Before doing anything though, you'll want to make sure your photos are looking their best. Using the excellent Auto Smart Fix command you can do all that you need to most images with a single click, right from within the Organizer. For slightly more control, you can also load the image into the Auto Smart Fix dialog, but you're better loading your photo into the dedicated Quick Fix workspace. This provides simple slider-based control over lighting, colour and sharpness, along with excellent one-click red-eye removal, freeform or preset-based cropping, and large before and after previews.

The first time you load the Quick Fix workspace it takes a little time because you're actually moving from Elements' Album-based Organizer window to Elements' other window - the Editor. At this stage you might be wondering where Elements' existing hands-on editing power has gone. It's all still there, you just have to click on the Standard Edit button and the familiar Elements interface appears - or rather a restyled version, offering new features such as collapsible Palette and Photo Bins at the bottom of the screen, each containing selectable thumbnails of all open images.
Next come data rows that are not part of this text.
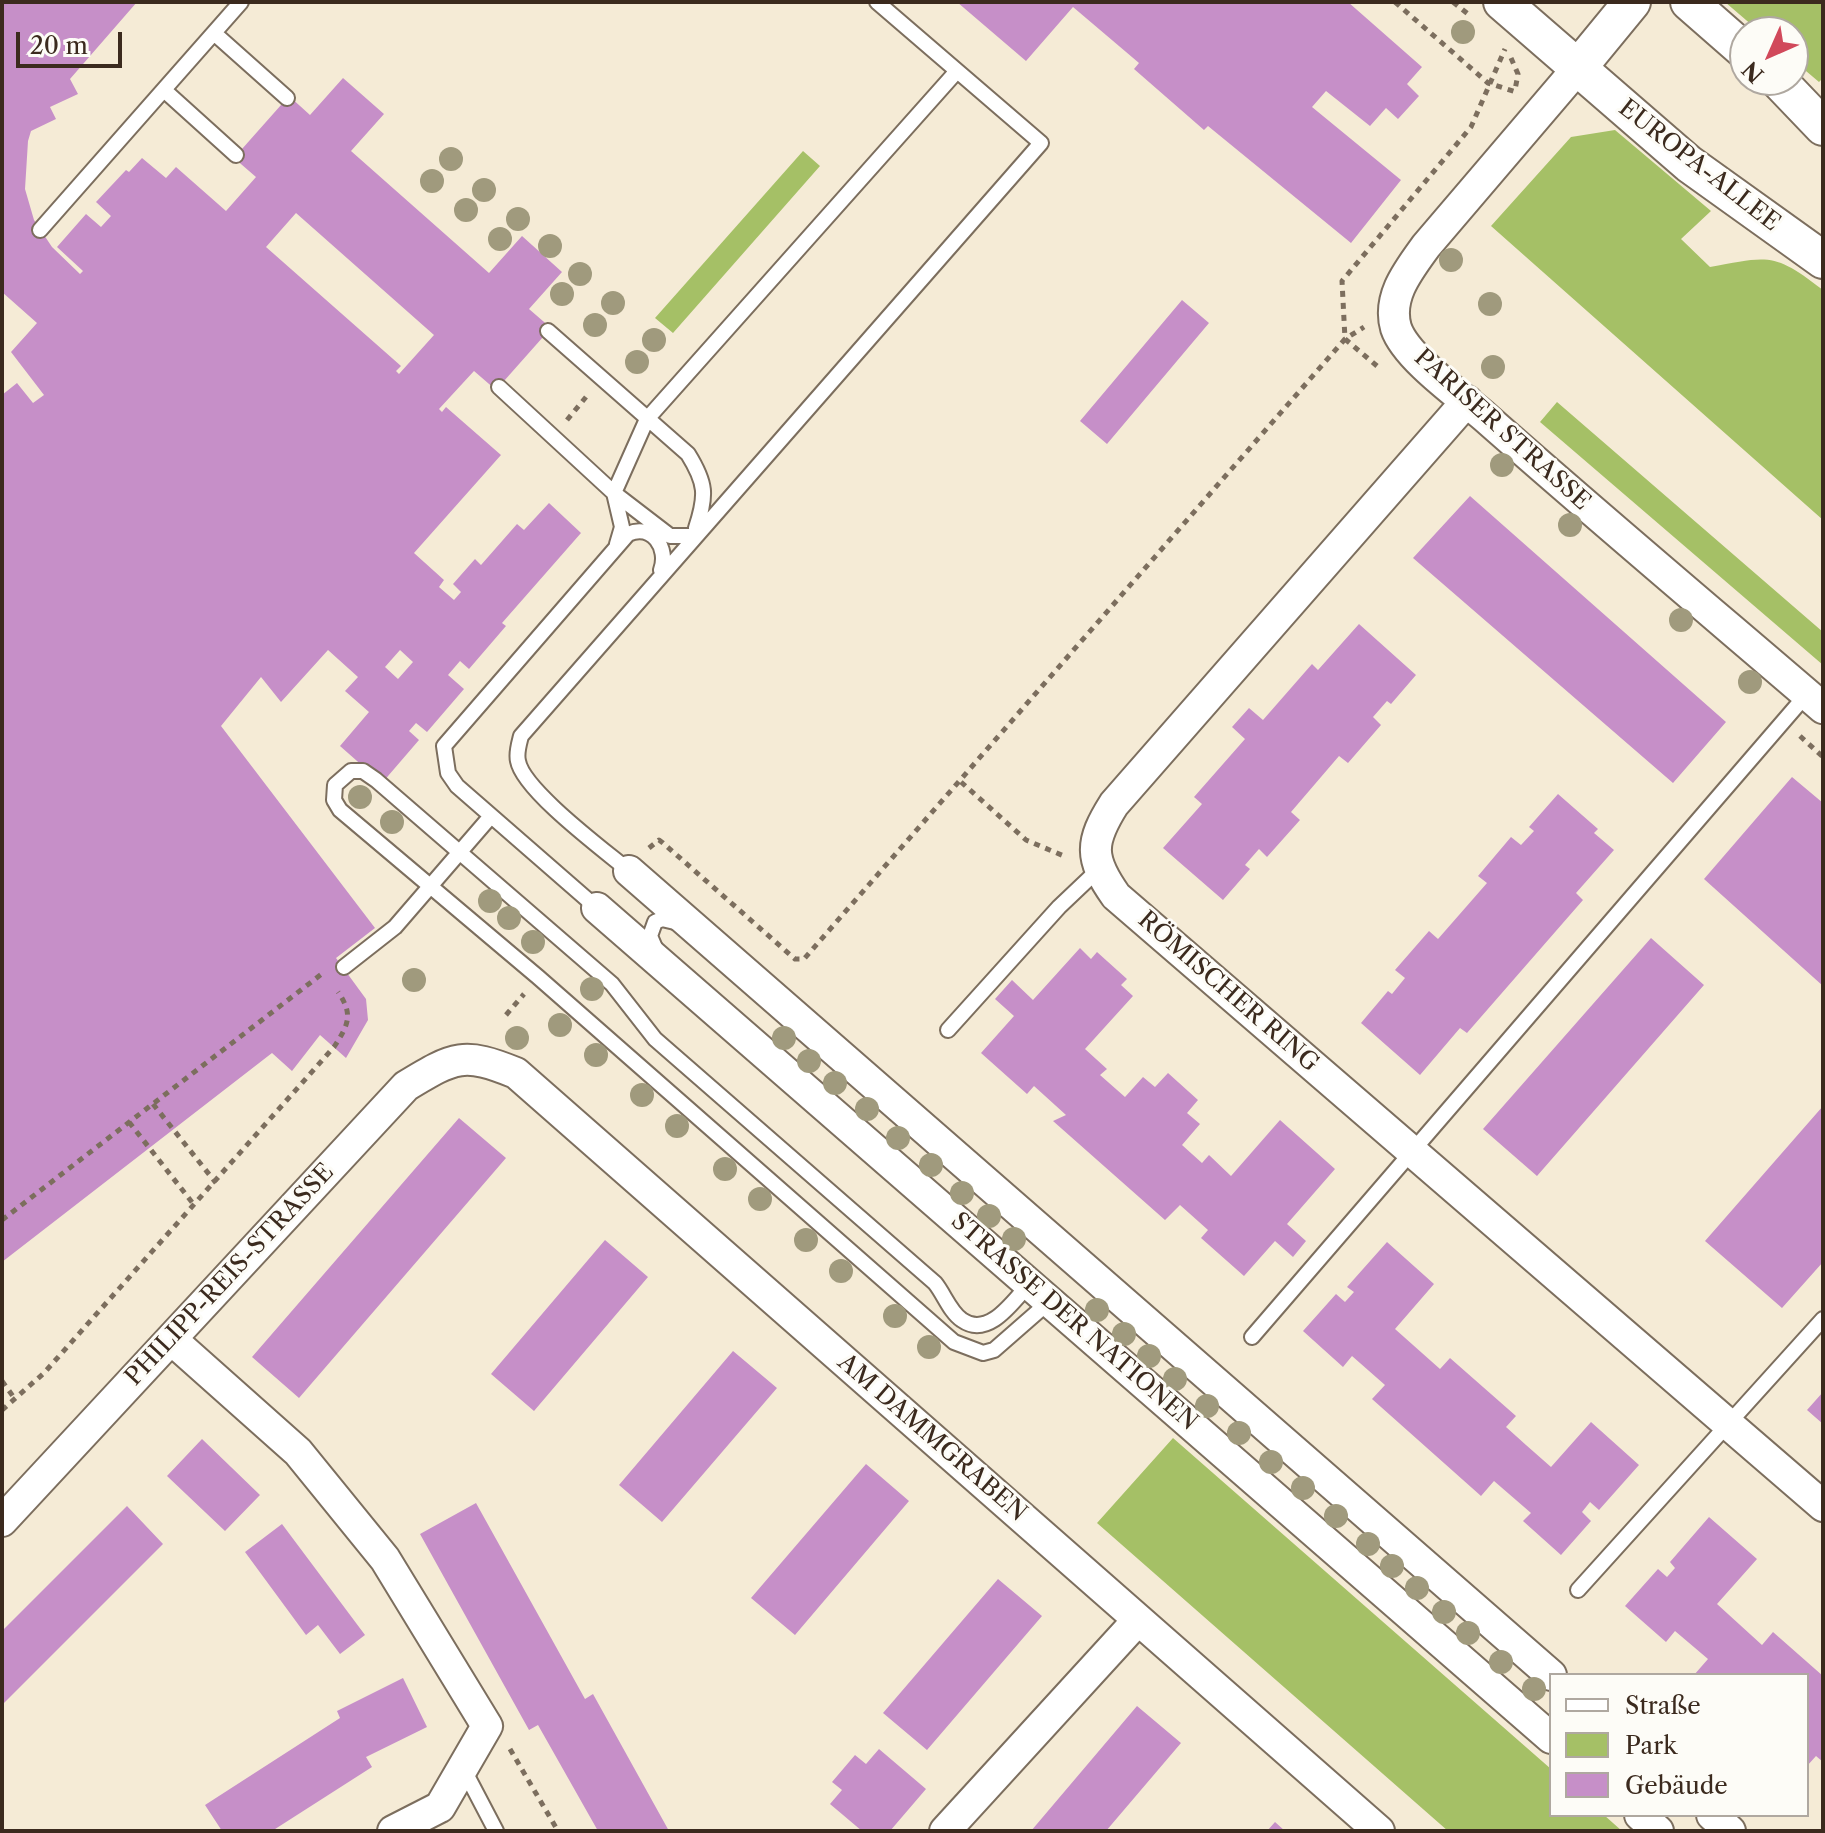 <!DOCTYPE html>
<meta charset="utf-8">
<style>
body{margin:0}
#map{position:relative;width:1825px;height:1833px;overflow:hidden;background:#f5ebd6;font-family:"Libre Caslon Text",serif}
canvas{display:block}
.frame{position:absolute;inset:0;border:4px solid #3b2a1e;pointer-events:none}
.legend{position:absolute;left:1549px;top:1673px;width:260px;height:144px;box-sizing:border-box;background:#fdfcf7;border:2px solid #afa8a0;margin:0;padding:10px 14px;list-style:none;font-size:24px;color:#3b2a1e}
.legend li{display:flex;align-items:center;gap:16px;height:40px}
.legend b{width:40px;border:2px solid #afa8a0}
.north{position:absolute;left:1729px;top:16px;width:80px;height:80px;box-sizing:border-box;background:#fdfcf7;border:2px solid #afa8a0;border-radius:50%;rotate:225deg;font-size:22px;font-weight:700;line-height:32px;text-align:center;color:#3b2a1e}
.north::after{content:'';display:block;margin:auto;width:28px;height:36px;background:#d1495b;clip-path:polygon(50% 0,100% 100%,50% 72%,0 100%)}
.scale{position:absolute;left:16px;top:32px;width:106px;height:36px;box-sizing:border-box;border:4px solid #3b2a1e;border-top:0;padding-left:10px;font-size:24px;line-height:28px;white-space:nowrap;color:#3b2a1e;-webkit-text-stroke:6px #fdfcf7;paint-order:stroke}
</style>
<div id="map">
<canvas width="1825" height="1833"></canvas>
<div class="frame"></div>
<ul class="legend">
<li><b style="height:10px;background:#fff"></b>Straße</li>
<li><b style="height:22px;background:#a5c066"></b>Park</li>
<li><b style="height:22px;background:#c68fc8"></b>Gebäude</li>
</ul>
<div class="north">N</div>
<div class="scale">20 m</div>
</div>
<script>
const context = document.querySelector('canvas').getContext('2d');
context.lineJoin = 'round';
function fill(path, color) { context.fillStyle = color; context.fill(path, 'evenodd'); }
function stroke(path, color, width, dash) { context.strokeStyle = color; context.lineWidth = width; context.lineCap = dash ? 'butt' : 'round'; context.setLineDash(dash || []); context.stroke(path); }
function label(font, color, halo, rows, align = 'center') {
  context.font = font + ' "Libre Caslon Text",serif'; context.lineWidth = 6; context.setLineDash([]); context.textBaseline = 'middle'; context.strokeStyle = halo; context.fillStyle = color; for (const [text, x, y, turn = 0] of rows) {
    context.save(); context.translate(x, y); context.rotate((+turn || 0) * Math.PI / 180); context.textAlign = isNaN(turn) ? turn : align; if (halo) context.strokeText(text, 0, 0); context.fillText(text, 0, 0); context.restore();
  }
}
fill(new Path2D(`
 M1725 2H1823V78L1819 82 1793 60V32H1760Z
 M1615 130 1711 211 1681 239 1710 267C1769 256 1774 252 1823 290V520L1491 226 1571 137Z
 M803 151 820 166 673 333 655 318Z
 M1557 402 1823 632V665L1540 422Z
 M1173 1438 1551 1769V1815H1604L1622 1831H1448L1097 1523Z`), '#a5c066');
fill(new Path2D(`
 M2 2H137L70 79 78 94 50 107 56 119 31 131 28 141 25 189 34 220 52 247 80 274 83 271 57 247 86 214 101 227 111 216 96 202 126 170 129 172 142 158 166 178 176 167 226 211 256 177 234 158 289 96 310 115 343 78 384 114 351 151 489 273 522 236 562 272 529 309 551 328 496 390 474 371 439 409 442 412 446 407 501 455 414 553 444 580 439 587 454 600 461 592 453 584 475 559 481 565 517 524 524 530 549 503 581 533 502 623 506 626 469 669 460 661 448 675 464 689 427 732 416 723 409 731 419 740 382 783 340 746 369 712 345 691 358 677 328 650 281 702 261 677 221 726 375 928 336 958 366 999 368 1020 346 1058 320 1035 292 1071 272 1053 2 1262V395L17 383 33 403 44 395 11 352 37 323 2 292ZM296 213 434 335 399 374 396 371 401 366 266 247ZM400 650 413 662 398 679 385 667Z
 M957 2H1348L1422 67 1407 84 1419 96 1398 119 1386 108 1370 126 1326 91 1312 107 1401 180 1351 243 1208 126 1204 130 1134 69 1139 63 1073 7 1026 61Z
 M1182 300 1209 323 1107 444 1080 421Z
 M1470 496 1726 722 1673 783 1413 558Z
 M1359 624 1416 675 1391 704 1387 701 1373 717 1381 725 1348 763 1339 756 1291 812 1300 820 1267 857 1259 849 1245 865 1250 869 1223 900 1163 848 1202 804 1194 797 1245 739 1232 727 1249 708 1263 720 1312 664 1318 670Z
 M1792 777 1823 803V986L1704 879Z
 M1558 794 1598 829 1594 833 1614 850 1576 893 1583 900 1467 1033 1460 1028 1420 1075 1361 1023 1388 991 1392 994 1405 978 1395 970 1429 931 1438 939 1487 883 1478 876 1511 837 1521 845 1534 831 1529 827Z
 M1651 938 1704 985 1537 1176 1483 1129Z
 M1080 948 1091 959 1097 952 1127 979 1121 985 1133 996 1085 1049 1107 1069 1100 1075 1125 1097 1143 1077 1155 1087 1168 1073 1198 1100 1187 1113 1200 1124 1182 1145 1202 1163 1209 1155 1231 1176 1280 1120 1335 1169 1287 1224 1306 1241 1293 1257 1275 1241 1244 1276 1201 1238 1208 1230 1180 1205 1165 1220 1053 1121 1066 1115 1034 1086 1027 1094 981 1053 1014 1016 995 999 1012 980 1033 1000Z
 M1823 1106V1262L1782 1308 1705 1241Z
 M459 1118 506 1158 299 1398 252 1357Z
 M605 1240 648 1277 534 1411 491 1374Z
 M1387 1242 1434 1284 1395 1329 1440 1369 1450 1358 1516 1416 1506 1427 1526 1445 1551 1467 1591 1422 1639 1465 1599 1510 1590 1502 1582 1512 1591 1521 1561 1555 1523 1521 1531 1513 1494 1481 1481 1496 1372 1399 1385 1385 1352 1356 1343 1367 1303 1331 1336 1294 1345 1302 1354 1292 1347 1287Z
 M733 1351 777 1388 662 1522 619 1485Z
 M1823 1392V1424L1807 1410Z
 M202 1439 260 1495 225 1531 167 1476Z
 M866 1464 909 1501 795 1635 751 1598Z
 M476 1503 585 1699 593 1694 669 1831H598L538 1725 529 1730 420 1534Z
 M127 1506 163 1544 2 1705V1631Z
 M1709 1517 1757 1559 1717 1604 1762 1645 1773 1632 1823 1676V1762L1816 1756 1807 1766V1675H1694L1708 1659 1675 1631 1666 1642 1625 1606 1658 1569 1667 1577 1675 1568 1670 1562Z
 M282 1524 365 1635 340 1654 318 1625 306 1635 245 1552Z
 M998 1579 1042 1616 927 1750 883 1713Z
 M403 1678 427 1727 366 1757 372 1767 272 1831H222L205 1805 340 1718 337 1711Z
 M1137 1706 1181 1743 1106 1831H1031Z
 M879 1749 926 1789 890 1831H862L830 1804 842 1790 832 1782 855 1755 866 1764Z
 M1275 1822 1285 1831H1267Z`), '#c68fc8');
const service = new Path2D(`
 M214 33 287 98
 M164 90 236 155
 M40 230 241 2
 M548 331 688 454C706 483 707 495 696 528
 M499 387 614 493 670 536H693
 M617 544 622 527 614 493 647 419 957 71
 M629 871C604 850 523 790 518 761 516 753 519 744 521 736L1041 143 877 2
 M597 908 457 786 448 773 444 746 628 534C652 523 669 548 661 570
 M656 950 650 936 655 922 662 919 679 923
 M344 967 395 927 491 816
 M948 1030 1059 907 1098 870
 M1030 1283C1014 1300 989 1339 962 1320 950 1312 944 1294 935 1283L655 1039 612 984 376 780 363 771H351L335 785 334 800 340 810 538 977 954 1342 983 1353 994 1350 1050 1301
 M1252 1337 1807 694
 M1578 1590 1823 1319
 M463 1768 496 1831`);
const minor = new Path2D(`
 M1577 69 1426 246C1408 271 1387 297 1396 328 1406 358 1462 397 1486 418 1597 516 1711 612 1823 708
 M1467 401 1114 804C1090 842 1089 858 1116 896L1823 1506
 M629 871 1551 1675
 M597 908 1551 1738
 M171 1339 298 1452 385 1559 487 1726 440 1807
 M2 1521 406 1086C455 1056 464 1052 516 1073L1379 1831
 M1640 1815 1658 1831
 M1712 1815 1730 1831
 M393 1831 440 1807
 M945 1831 1138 1620`);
const tertiary = new Path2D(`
 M1502 2 1689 164 1823 260
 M1689 2 1745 51
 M1577 69 1632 2
 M1778 80 1823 127`);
stroke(service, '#7c6e5e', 18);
stroke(minor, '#7c6e5e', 34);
stroke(tertiary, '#7c6e5e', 40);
stroke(new Path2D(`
 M1395 2 1488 83 1516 92
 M1453 2 1468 14
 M1511 58 1518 74 1515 90
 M1377 366 1345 339 1342 281 1471 127 1505 49
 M567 420 586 397
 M1800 736 1823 757
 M961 782 1026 840 1064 856
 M649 848 659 840 663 843 795 959H804L1345 339 1364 327
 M506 1015 524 994
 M153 1104 216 1183
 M129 1122 195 1206
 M2 1220 323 973
 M2 1381 15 1399
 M2 1410 44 1373 334 1047C348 1025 354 1015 338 992
 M510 1749 558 1831`), '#7c6e5e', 5, [6, 6]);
stroke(service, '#fff', 14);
stroke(minor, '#fff', 30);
stroke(tertiary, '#fff', 36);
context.fillStyle = '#a09a7d';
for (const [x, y] of [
 [1463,32],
 [451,159],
 [432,181],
 [484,190],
 [466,210],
 [518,219],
 [500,239],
 [550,246],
 [1451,260],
 [580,274],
 [562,294],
 [613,303],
 [1490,304],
 [595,325],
 [654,340],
 [637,362],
 [1493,367],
 [1502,465],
 [1570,525],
 [1681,620],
 [1750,682],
 [360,797],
 [392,822],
 [490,901],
 [509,918],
 [533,942],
 [414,980],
 [592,989],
 [560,1025],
 [517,1038],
 [784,1038],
 [596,1055],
 [809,1061],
 [835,1083],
 [642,1095],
 [867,1109],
 [677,1126],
 [898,1138],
 [931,1165],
 [725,1169],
 [962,1193],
 [760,1199],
 [989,1216],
 [1014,1239],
 [806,1240],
 [841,1271],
 [1097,1310],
 [895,1316],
 [1124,1334],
 [929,1347],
 [1149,1356],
 [1175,1379],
 [1207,1406],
 [1239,1433],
 [1271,1462],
 [1303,1488],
 [1336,1516],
 [1368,1544],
 [1392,1566],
 [1417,1588],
 [1444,1612],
 [1468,1633],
 [1501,1662],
 [1534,1689]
]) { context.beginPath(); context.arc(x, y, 12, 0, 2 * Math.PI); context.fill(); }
label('24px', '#3b2a1e', '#fdfcf7', [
 ["EUROPA-ALLEE",1699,166,38],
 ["PARISER STRASSE",1502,430,42],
 ["RÖMISCHER RING",1228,992,41],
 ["PHILIPP-REIS-STRASSE",230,1275,-47],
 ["STRASSE DER NATIONEN",1074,1322,41],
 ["AM DAMMGRABEN",932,1438,41]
]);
</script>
Existing users will immediately feel at home, but the new environment is more attractive, modern, friendly, professional and productive.

Compared to its rivals, Elements' eight lighting and colour enhancements might seem mean, but all the main options - Levels, Hue/Saturation, Colour Cast - are included and additional power would probably confuse more users than it helped. Local retouching is also well covered with the same main tools that Photoshop offers, while more creative possibilities come via the collection of over 100 filters. And to turn your image into an advanced photocomposition, the central Layers palette supports bitmap, vector shape, text, adjustment-based layers and a range of preset layer styles.